=== Begin Enclosure ===
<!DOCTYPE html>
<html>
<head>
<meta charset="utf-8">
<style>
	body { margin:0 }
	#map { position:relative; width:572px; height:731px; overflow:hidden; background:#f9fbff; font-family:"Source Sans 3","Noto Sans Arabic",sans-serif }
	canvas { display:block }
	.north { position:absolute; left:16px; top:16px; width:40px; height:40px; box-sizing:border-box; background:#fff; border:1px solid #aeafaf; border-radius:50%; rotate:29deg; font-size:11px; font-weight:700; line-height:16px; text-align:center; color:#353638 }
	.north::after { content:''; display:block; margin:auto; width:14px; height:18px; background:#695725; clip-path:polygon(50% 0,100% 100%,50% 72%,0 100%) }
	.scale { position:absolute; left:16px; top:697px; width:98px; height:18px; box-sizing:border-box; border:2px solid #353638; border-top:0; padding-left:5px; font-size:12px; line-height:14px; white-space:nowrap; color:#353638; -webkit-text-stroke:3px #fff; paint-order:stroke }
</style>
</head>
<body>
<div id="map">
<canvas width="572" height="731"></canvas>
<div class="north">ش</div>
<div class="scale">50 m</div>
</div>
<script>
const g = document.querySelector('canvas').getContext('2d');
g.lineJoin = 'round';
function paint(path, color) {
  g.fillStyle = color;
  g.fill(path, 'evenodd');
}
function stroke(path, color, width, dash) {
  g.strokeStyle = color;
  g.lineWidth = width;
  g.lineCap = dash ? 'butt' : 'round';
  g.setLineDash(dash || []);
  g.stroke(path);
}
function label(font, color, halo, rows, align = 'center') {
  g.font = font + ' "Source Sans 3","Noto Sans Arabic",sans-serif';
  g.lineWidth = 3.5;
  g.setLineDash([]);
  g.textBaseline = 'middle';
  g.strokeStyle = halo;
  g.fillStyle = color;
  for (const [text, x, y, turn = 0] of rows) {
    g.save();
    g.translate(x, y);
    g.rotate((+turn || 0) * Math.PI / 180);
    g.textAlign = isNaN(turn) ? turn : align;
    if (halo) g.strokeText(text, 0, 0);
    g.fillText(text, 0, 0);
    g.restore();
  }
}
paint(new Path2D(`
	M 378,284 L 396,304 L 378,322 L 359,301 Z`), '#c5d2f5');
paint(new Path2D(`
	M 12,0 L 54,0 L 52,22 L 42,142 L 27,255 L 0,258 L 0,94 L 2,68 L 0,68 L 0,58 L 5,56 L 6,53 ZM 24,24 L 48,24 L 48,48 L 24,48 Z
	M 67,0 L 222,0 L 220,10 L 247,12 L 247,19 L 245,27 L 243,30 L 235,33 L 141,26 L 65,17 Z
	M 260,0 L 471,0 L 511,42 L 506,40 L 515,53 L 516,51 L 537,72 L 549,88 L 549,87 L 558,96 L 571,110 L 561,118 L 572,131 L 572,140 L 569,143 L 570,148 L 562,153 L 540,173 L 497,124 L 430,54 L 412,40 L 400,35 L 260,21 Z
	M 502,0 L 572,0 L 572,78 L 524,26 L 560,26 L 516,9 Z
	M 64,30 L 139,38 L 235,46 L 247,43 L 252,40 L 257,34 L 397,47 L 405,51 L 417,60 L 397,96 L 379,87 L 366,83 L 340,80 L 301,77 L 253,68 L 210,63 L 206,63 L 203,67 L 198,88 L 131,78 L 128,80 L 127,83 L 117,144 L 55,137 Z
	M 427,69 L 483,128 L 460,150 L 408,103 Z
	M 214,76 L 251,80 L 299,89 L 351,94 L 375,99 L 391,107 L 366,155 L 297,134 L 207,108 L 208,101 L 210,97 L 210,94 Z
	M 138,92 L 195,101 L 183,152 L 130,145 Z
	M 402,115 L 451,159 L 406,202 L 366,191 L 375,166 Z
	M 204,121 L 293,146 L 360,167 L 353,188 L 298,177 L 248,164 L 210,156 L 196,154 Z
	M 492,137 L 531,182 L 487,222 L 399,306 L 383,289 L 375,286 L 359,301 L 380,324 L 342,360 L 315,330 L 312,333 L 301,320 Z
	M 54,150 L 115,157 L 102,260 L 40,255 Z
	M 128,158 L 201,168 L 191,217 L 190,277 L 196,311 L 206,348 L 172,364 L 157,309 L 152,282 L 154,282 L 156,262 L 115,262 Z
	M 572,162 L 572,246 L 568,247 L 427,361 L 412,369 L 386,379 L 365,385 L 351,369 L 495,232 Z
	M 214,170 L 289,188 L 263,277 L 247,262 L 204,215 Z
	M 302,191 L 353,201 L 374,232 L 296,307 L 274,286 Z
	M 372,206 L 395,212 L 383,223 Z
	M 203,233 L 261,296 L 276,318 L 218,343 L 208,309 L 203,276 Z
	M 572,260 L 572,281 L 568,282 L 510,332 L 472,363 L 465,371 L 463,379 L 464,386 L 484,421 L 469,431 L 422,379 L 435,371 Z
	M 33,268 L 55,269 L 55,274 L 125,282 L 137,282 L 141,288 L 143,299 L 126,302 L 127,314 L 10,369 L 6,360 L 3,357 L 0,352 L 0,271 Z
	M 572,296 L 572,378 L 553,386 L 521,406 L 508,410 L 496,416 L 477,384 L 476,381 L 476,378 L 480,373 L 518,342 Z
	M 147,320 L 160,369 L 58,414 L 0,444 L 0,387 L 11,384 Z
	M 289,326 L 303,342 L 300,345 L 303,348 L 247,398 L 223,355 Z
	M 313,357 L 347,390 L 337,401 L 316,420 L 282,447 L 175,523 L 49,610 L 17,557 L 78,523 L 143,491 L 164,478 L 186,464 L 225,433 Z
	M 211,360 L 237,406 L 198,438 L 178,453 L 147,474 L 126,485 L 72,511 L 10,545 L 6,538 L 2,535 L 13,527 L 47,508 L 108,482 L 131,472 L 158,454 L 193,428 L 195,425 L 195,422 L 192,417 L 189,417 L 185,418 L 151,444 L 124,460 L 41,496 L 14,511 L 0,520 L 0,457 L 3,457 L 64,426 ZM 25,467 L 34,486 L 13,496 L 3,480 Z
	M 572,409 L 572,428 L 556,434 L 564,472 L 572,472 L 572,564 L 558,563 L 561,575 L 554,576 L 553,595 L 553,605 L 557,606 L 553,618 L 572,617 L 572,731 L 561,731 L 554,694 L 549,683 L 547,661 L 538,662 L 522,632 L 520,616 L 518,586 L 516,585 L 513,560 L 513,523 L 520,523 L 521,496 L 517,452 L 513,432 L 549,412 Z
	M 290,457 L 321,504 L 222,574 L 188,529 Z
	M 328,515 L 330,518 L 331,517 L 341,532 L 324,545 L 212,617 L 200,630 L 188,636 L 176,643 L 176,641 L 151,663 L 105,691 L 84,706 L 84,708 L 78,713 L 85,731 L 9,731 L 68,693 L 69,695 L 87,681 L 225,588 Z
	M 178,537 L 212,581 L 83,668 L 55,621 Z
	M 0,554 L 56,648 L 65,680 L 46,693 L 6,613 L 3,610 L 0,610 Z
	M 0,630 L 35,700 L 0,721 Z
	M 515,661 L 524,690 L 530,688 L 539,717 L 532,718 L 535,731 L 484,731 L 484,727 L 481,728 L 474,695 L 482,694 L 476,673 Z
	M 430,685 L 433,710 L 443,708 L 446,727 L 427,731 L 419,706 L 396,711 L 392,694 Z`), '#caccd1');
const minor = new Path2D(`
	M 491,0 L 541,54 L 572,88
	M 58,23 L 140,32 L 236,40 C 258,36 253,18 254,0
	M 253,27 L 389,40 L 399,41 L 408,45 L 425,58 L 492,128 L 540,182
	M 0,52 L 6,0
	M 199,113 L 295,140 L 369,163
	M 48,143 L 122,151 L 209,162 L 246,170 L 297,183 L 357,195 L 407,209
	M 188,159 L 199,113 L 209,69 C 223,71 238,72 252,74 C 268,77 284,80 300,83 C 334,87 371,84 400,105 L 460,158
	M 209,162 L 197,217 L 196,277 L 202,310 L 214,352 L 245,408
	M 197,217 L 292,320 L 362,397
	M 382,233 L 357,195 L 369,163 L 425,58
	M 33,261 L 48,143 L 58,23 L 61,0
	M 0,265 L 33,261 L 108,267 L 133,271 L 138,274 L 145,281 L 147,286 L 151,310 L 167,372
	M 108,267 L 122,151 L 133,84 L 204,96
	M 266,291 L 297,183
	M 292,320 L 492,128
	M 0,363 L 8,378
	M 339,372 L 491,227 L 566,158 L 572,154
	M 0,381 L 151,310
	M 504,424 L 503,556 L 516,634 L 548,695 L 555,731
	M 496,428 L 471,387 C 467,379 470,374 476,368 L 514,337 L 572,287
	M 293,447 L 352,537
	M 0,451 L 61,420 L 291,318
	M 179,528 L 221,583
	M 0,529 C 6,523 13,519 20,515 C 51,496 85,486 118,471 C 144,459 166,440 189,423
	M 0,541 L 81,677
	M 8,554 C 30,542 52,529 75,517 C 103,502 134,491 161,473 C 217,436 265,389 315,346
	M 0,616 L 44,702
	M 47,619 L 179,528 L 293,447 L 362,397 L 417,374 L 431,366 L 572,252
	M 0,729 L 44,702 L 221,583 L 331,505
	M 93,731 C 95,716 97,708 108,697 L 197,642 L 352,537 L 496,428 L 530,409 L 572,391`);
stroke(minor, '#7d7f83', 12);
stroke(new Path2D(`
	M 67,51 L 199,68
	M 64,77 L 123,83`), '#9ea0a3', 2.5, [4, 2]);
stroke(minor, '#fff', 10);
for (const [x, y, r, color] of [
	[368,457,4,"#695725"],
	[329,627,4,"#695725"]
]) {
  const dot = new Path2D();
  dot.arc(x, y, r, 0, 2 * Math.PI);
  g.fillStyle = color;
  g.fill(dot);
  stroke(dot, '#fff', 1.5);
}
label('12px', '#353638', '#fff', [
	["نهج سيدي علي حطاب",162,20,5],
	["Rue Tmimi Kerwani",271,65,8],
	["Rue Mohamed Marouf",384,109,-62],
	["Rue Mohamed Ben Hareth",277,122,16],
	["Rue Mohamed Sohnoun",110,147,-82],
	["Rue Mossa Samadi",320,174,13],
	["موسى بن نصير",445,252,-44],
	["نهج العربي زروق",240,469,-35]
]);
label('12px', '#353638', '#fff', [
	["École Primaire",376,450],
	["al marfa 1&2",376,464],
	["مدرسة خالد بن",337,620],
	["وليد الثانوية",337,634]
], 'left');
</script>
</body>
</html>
=== End Enclosure ===
=== Begin Enclosure ===
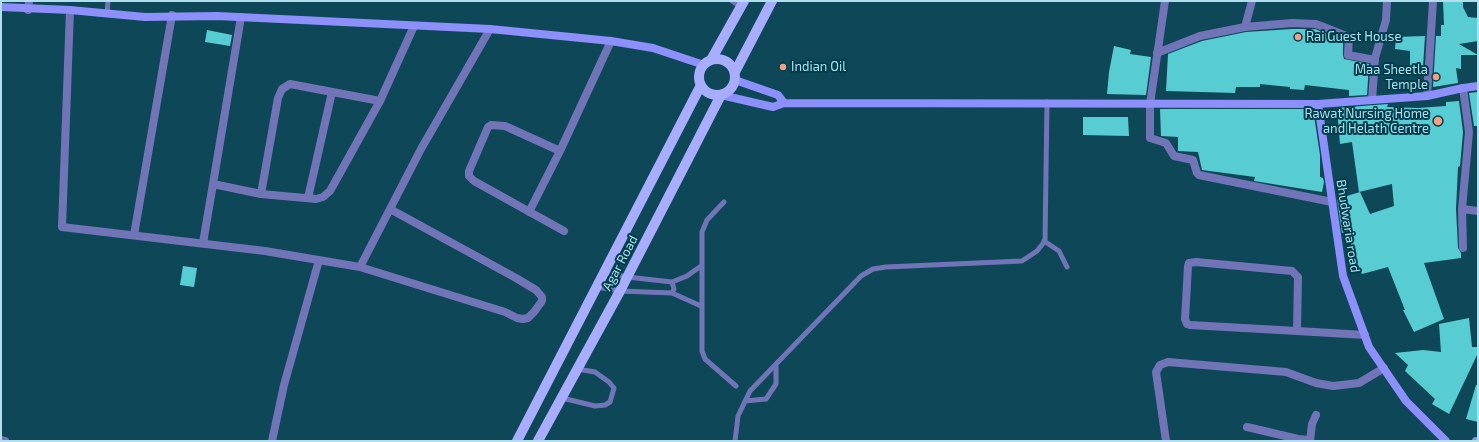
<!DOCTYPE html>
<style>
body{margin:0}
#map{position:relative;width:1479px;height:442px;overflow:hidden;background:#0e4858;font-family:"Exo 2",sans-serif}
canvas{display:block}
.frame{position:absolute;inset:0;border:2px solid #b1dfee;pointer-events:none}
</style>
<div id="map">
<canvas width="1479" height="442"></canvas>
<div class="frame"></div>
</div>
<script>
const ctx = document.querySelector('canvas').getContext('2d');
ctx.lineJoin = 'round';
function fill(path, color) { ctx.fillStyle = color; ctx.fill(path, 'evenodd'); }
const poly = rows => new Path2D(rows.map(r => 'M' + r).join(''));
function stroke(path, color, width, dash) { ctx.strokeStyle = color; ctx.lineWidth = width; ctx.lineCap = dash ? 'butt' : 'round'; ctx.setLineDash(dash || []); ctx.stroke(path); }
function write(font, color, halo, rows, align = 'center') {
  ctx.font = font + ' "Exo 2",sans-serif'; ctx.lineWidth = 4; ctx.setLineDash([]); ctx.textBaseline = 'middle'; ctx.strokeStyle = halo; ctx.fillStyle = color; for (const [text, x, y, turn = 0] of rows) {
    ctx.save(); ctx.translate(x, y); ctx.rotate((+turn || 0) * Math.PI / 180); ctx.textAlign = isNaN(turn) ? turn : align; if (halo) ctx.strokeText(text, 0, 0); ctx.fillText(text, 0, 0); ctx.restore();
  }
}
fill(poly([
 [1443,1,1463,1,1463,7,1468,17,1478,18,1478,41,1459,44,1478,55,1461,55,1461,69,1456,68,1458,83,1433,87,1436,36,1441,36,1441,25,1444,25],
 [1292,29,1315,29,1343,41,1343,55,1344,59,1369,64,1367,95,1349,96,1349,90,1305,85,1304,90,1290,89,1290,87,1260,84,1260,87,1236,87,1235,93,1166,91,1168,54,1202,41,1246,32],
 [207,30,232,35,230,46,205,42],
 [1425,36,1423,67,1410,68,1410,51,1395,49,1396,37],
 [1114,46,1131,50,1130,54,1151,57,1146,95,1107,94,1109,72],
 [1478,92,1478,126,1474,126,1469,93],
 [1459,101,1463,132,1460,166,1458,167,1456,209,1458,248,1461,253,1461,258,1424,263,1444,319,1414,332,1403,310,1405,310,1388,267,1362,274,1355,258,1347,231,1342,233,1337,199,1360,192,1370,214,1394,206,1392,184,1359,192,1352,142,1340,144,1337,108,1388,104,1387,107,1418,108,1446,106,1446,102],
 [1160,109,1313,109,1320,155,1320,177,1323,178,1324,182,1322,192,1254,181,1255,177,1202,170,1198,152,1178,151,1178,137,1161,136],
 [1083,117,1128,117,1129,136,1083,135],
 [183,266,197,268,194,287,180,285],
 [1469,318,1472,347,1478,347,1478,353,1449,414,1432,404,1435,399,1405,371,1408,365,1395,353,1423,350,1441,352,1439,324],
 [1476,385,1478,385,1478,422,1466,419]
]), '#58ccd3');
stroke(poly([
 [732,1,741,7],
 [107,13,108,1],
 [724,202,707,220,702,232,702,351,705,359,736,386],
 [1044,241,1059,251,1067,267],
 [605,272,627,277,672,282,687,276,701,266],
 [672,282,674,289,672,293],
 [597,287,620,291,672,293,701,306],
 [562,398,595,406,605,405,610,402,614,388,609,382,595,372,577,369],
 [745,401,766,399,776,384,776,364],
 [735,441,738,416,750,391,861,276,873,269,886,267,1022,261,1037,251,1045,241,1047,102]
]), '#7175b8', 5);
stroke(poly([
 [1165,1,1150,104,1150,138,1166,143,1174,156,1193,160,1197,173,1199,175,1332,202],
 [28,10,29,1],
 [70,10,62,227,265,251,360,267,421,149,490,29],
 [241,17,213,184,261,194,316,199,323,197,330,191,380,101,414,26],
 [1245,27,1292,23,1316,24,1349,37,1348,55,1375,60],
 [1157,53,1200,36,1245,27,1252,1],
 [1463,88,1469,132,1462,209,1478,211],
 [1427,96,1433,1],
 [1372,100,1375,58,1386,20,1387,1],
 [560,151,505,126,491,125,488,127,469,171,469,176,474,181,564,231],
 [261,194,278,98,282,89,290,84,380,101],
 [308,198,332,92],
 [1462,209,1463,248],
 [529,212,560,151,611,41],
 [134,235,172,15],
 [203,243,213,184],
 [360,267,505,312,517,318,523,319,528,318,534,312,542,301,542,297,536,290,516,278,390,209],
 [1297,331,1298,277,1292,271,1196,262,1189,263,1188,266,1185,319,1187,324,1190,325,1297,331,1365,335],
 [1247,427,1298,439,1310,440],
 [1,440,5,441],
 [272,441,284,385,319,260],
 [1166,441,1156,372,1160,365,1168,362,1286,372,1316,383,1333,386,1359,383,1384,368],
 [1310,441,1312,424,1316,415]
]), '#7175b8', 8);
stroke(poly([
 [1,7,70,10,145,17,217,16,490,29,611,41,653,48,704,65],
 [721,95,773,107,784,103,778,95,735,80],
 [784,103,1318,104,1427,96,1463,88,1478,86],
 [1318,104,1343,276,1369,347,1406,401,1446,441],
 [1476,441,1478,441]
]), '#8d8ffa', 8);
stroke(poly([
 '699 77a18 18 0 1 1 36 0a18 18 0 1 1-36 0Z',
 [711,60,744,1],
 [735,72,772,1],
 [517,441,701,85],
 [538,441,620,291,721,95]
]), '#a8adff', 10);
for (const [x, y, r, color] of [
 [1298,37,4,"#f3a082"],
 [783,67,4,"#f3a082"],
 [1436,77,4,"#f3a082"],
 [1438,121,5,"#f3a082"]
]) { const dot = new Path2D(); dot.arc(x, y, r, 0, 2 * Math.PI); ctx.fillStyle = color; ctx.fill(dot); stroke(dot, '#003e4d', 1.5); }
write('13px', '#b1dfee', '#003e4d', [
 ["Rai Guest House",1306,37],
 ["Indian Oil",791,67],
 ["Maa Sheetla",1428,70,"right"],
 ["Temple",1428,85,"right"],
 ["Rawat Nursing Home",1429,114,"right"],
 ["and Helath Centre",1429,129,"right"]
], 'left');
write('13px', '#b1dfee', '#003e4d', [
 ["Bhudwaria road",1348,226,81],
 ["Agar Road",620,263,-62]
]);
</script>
=== End Enclosure ===
• **Your instructions**
Give the number of lines containing "html" in the entries, and no other text.

• **Output of the task**
4